### About this exercise:
Those lines of the data that hold the word "butt" are to be copied out.

### Data shown:
◆ ◆ ◆ ◆ ◆

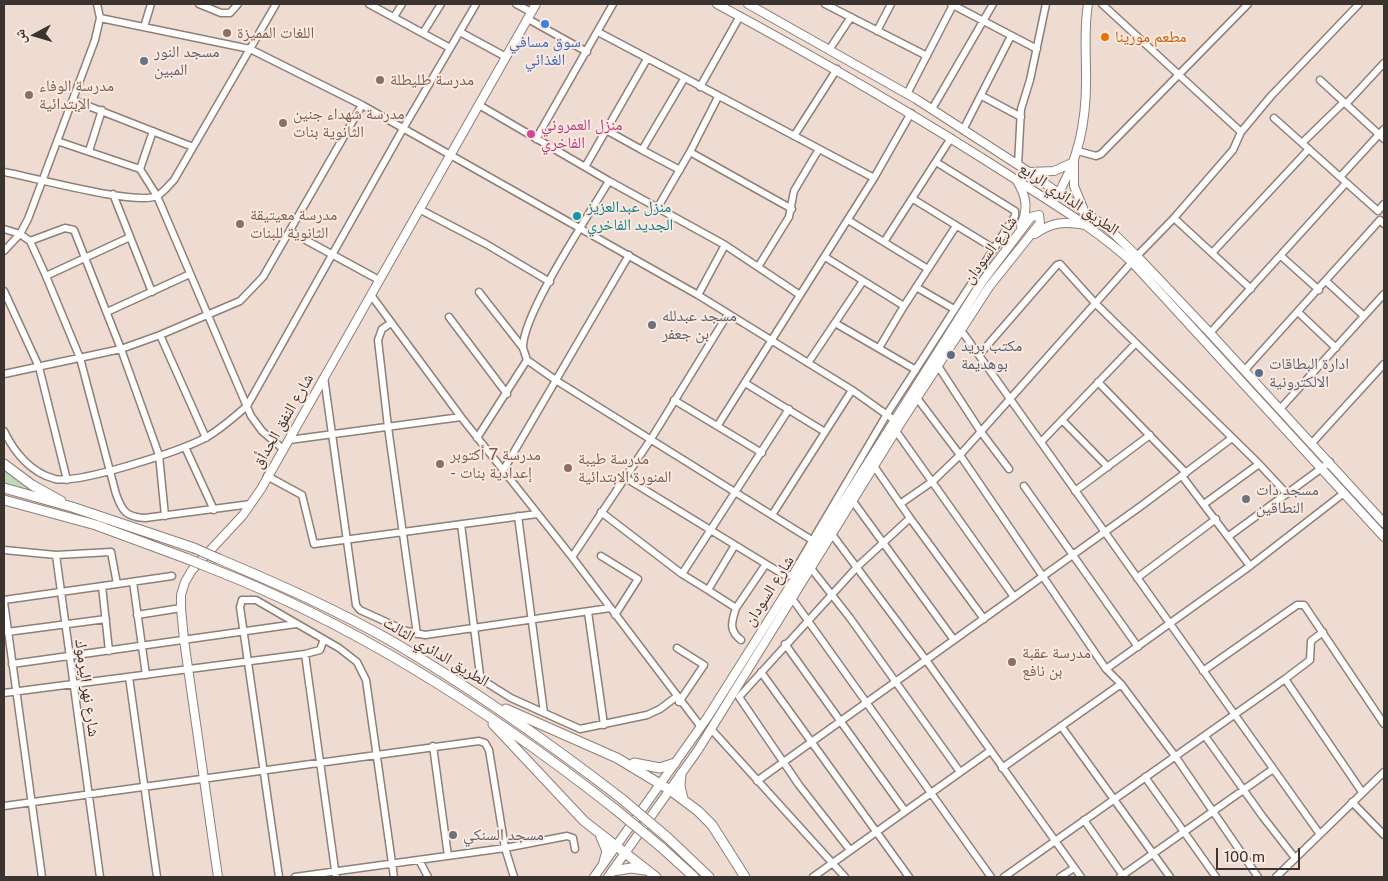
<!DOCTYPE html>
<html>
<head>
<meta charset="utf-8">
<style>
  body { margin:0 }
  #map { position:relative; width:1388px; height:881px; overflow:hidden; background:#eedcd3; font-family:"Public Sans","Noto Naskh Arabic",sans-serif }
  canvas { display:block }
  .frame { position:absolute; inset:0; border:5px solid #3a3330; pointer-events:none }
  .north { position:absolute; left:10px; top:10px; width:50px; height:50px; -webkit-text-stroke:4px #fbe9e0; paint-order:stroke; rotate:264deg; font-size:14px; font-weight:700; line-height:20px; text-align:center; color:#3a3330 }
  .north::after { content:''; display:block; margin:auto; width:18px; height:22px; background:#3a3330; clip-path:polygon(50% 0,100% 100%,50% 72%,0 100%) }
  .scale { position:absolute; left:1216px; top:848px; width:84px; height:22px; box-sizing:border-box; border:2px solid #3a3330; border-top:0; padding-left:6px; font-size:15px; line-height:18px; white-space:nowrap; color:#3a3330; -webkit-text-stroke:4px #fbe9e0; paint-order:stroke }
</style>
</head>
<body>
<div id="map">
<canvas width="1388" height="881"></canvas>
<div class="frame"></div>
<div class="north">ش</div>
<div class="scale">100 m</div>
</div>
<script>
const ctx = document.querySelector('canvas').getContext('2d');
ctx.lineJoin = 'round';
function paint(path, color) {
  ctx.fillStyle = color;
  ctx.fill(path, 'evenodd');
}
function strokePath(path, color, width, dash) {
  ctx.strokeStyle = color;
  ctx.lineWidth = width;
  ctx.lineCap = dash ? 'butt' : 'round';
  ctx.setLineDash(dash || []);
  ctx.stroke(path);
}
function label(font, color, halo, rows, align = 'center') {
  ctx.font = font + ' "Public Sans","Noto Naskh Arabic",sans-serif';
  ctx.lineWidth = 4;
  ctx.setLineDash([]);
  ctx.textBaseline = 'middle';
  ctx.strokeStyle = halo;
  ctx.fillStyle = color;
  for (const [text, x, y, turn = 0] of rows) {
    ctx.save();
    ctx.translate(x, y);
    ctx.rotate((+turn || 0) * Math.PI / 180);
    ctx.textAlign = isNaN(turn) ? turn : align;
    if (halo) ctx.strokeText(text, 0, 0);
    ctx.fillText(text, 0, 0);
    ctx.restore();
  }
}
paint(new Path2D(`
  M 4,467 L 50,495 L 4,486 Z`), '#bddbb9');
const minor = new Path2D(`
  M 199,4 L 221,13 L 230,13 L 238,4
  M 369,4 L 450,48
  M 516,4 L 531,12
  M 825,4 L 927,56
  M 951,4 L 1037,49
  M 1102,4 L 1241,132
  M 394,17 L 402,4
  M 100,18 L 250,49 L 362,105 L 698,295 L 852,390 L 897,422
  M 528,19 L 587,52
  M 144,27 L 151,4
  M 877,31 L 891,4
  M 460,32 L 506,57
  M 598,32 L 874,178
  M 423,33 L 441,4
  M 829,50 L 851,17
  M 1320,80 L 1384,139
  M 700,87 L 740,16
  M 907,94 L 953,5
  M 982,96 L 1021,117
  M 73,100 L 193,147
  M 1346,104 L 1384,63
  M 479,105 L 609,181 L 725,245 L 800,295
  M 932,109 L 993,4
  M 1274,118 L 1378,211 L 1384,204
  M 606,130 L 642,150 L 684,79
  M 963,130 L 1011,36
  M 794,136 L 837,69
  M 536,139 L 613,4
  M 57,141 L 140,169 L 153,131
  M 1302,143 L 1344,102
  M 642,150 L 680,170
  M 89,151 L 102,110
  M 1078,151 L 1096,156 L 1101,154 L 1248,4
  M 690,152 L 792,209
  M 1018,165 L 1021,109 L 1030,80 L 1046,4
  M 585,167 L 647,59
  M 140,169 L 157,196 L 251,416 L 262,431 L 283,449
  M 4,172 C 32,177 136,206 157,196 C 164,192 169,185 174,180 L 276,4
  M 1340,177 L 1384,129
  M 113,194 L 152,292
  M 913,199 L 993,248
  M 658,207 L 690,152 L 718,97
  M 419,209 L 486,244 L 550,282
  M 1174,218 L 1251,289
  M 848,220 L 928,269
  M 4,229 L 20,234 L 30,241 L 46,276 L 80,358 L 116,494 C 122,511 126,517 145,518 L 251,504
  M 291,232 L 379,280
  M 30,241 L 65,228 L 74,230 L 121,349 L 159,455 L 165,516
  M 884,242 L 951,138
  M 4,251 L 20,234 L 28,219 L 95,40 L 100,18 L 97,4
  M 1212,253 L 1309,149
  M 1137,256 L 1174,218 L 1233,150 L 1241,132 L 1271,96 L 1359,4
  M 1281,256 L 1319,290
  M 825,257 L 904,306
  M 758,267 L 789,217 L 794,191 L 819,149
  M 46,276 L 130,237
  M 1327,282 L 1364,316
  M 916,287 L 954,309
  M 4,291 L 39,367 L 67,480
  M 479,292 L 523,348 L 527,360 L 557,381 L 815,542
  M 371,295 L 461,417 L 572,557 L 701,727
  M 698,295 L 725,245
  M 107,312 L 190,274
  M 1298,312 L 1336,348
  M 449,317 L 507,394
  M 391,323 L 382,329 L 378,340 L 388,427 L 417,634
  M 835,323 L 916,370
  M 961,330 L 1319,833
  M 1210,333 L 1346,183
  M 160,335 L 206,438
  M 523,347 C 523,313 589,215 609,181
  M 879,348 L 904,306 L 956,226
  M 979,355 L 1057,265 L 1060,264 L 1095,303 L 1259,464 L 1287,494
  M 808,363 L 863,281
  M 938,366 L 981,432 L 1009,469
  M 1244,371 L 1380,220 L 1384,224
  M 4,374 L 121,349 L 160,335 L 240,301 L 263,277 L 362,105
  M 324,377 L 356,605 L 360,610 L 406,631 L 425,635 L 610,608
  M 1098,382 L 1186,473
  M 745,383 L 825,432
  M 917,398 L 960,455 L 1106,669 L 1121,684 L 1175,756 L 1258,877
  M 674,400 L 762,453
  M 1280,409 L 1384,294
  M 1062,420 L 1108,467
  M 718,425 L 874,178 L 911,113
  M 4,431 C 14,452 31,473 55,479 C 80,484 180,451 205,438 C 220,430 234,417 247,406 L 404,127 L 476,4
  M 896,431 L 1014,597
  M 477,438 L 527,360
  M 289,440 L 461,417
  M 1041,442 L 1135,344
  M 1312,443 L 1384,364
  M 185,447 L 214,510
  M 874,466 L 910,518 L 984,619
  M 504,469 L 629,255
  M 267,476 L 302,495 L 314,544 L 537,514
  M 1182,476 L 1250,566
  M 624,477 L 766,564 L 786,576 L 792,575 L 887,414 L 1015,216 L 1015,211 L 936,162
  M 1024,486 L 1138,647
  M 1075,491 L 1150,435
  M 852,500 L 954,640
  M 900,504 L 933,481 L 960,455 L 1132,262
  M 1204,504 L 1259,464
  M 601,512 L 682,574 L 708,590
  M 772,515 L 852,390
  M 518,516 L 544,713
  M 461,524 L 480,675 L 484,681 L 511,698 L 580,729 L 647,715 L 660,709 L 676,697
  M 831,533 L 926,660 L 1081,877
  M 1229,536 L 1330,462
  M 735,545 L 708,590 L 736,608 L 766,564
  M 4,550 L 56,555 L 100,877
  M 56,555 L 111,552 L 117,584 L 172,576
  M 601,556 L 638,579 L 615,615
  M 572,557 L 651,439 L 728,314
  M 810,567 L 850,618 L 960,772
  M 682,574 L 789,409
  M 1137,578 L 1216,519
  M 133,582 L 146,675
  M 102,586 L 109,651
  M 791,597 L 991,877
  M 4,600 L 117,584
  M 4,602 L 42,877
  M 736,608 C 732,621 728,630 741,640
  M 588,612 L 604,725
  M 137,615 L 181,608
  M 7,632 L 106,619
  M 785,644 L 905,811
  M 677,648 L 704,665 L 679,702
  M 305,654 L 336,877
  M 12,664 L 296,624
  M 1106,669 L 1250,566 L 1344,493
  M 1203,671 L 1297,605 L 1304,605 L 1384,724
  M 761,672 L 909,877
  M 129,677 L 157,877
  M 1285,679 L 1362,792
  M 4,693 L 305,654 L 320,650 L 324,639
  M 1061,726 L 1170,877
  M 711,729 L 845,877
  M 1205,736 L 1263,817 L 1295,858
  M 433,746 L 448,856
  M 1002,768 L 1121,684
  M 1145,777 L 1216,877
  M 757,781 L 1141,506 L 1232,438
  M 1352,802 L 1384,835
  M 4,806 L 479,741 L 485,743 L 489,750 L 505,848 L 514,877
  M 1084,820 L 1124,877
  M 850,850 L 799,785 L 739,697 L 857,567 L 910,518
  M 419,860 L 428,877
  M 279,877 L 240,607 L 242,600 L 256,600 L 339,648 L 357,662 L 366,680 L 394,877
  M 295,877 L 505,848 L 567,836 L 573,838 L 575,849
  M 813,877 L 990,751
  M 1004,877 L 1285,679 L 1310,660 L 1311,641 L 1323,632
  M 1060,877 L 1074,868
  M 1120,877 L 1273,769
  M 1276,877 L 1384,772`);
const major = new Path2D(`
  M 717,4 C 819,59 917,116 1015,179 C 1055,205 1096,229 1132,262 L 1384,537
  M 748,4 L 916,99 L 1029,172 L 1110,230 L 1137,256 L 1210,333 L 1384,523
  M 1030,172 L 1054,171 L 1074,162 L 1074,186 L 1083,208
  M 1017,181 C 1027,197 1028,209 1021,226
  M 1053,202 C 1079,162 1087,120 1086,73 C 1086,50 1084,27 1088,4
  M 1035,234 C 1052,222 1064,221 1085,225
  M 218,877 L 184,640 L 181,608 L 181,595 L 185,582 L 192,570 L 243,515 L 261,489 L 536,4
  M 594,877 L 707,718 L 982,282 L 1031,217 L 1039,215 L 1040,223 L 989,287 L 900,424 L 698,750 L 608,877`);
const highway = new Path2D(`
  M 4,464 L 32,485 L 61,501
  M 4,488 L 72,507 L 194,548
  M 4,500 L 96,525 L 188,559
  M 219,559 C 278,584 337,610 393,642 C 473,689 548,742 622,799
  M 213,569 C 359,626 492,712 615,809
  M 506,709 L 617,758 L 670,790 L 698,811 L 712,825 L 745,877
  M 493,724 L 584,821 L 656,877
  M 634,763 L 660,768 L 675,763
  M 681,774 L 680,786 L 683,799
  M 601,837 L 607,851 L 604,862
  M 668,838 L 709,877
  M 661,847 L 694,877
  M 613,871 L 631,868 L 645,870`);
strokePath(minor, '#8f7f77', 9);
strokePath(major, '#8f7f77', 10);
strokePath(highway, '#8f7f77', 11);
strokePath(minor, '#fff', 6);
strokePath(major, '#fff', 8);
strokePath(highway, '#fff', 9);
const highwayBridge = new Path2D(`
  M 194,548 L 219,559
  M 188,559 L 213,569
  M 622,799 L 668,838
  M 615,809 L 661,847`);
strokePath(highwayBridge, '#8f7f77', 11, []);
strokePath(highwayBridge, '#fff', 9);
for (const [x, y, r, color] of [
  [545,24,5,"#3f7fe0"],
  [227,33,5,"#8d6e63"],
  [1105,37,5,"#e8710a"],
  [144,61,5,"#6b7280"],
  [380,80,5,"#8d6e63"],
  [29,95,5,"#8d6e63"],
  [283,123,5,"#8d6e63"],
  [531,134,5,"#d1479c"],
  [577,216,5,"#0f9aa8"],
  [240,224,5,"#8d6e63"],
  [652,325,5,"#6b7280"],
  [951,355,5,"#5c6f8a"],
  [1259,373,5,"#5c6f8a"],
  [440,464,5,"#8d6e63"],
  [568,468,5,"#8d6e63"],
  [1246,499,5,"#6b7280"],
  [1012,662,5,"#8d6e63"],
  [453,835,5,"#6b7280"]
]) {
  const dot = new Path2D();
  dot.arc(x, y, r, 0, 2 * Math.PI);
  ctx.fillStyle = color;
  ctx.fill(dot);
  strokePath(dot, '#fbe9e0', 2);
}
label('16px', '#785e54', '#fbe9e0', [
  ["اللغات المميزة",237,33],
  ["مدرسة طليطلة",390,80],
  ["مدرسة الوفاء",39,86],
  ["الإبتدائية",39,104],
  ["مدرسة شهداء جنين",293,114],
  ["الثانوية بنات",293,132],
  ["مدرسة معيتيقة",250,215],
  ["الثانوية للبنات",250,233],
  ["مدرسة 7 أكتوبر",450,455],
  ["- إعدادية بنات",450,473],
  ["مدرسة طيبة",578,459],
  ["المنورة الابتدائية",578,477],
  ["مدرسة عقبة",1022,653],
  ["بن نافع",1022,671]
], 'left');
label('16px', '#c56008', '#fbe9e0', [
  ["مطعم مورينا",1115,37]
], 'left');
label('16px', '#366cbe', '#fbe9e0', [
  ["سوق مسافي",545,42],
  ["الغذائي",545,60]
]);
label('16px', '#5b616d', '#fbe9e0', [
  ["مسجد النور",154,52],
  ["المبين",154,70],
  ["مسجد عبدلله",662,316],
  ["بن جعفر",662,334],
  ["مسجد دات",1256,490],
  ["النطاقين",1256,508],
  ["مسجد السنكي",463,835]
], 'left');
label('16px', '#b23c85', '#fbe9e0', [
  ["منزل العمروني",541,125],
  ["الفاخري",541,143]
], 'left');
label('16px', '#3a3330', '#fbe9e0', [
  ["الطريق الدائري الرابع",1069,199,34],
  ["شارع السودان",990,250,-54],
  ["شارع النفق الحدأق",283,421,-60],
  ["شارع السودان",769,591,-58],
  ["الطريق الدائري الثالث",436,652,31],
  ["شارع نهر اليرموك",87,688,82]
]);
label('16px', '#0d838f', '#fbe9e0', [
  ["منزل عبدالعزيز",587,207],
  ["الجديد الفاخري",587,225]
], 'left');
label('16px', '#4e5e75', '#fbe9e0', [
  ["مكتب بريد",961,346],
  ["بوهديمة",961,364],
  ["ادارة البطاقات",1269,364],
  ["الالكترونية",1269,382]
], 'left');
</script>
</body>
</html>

◆ ◆ ◆ ◆ ◆

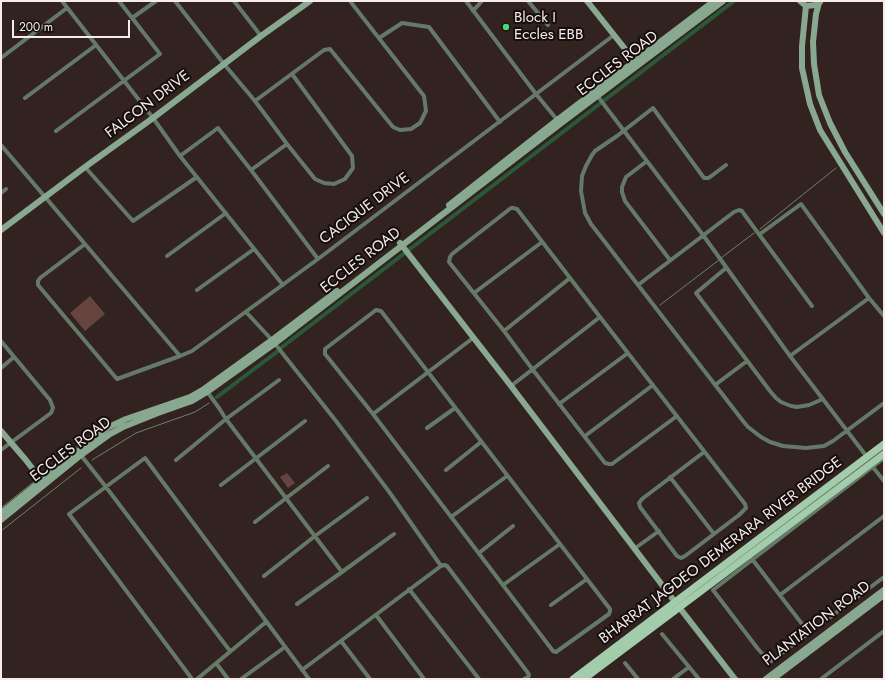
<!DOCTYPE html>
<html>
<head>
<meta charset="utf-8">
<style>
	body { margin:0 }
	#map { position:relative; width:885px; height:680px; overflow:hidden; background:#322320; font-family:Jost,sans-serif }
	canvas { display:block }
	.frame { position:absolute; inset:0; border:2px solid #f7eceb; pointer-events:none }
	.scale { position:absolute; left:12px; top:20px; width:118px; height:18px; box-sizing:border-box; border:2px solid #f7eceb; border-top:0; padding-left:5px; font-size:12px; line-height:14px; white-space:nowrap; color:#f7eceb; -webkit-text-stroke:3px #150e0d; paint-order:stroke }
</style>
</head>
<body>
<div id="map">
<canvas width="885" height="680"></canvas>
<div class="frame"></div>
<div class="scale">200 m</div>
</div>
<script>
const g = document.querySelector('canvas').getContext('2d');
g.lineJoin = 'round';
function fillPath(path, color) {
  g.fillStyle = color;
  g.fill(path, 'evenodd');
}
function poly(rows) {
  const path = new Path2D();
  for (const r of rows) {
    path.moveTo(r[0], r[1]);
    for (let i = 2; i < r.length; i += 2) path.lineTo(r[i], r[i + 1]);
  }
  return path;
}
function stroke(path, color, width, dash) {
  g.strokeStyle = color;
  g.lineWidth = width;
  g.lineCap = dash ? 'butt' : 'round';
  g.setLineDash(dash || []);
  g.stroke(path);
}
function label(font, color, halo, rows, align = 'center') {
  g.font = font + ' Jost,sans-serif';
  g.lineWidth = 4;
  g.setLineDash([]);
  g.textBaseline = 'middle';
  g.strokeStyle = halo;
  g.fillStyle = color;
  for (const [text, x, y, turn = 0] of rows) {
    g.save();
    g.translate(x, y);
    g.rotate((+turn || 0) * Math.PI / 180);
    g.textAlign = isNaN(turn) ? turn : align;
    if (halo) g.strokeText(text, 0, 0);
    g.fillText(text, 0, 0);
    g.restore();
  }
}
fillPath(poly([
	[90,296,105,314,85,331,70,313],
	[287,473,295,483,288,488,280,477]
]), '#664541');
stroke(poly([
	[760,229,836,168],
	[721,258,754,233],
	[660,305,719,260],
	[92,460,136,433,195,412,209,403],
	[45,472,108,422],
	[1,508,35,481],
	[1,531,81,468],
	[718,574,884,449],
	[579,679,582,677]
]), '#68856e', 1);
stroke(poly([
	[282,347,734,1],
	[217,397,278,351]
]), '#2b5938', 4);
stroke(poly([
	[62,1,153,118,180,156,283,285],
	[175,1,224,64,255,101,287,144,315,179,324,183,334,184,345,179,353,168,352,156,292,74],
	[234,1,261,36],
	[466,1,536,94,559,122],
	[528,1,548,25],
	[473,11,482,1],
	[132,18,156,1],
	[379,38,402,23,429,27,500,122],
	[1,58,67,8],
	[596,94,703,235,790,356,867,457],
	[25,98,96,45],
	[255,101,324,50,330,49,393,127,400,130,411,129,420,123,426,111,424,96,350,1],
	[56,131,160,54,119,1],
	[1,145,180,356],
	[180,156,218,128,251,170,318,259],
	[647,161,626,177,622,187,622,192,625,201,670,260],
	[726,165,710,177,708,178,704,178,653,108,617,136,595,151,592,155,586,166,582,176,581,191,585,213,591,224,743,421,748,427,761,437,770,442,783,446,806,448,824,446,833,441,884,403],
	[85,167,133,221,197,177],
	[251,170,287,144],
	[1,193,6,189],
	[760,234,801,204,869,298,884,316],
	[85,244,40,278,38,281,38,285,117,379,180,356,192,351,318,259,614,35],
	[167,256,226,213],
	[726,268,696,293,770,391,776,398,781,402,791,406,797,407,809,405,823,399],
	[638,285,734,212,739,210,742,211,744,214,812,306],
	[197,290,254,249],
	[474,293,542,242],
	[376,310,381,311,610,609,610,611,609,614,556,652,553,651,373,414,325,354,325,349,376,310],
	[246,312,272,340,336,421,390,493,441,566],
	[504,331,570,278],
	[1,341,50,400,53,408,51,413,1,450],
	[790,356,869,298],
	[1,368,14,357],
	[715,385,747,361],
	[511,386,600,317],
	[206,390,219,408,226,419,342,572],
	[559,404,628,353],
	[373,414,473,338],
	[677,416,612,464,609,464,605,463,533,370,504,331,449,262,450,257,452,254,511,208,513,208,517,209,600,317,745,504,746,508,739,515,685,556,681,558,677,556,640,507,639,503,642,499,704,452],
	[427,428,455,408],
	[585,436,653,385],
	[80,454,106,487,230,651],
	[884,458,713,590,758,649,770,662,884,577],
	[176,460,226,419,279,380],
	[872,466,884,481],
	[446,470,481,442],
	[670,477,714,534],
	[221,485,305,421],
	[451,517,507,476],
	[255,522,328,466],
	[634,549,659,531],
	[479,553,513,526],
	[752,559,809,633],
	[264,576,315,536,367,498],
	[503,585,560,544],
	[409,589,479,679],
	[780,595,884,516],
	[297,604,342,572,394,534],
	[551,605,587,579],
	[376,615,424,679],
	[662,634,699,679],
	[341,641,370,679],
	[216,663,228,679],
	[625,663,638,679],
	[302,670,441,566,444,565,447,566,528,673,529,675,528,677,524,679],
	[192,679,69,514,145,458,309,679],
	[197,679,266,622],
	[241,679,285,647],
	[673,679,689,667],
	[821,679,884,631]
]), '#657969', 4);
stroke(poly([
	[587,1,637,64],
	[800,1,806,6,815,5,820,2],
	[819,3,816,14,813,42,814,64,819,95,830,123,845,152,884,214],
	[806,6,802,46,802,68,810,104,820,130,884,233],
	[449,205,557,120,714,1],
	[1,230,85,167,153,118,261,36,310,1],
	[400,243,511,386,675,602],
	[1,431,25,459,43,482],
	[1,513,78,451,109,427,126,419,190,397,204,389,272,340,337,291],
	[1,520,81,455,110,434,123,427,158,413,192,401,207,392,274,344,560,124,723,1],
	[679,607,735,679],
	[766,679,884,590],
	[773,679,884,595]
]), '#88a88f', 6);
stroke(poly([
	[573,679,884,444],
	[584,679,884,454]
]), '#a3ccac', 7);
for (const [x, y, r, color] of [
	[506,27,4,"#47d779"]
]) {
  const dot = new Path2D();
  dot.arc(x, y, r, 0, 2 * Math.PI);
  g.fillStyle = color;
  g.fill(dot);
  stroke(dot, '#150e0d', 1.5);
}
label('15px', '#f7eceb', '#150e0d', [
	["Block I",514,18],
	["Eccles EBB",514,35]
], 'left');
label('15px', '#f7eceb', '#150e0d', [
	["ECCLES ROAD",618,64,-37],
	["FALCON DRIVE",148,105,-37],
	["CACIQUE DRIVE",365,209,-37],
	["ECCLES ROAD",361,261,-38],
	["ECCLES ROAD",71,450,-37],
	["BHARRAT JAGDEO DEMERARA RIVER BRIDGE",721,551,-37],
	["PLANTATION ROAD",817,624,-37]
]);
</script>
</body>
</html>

◆ ◆ ◆ ◆ ◆

### Solution:
  ctx.lineCap = dash ? 'butt' : 'round';
  g.lineCap = dash ? 'butt' : 'round';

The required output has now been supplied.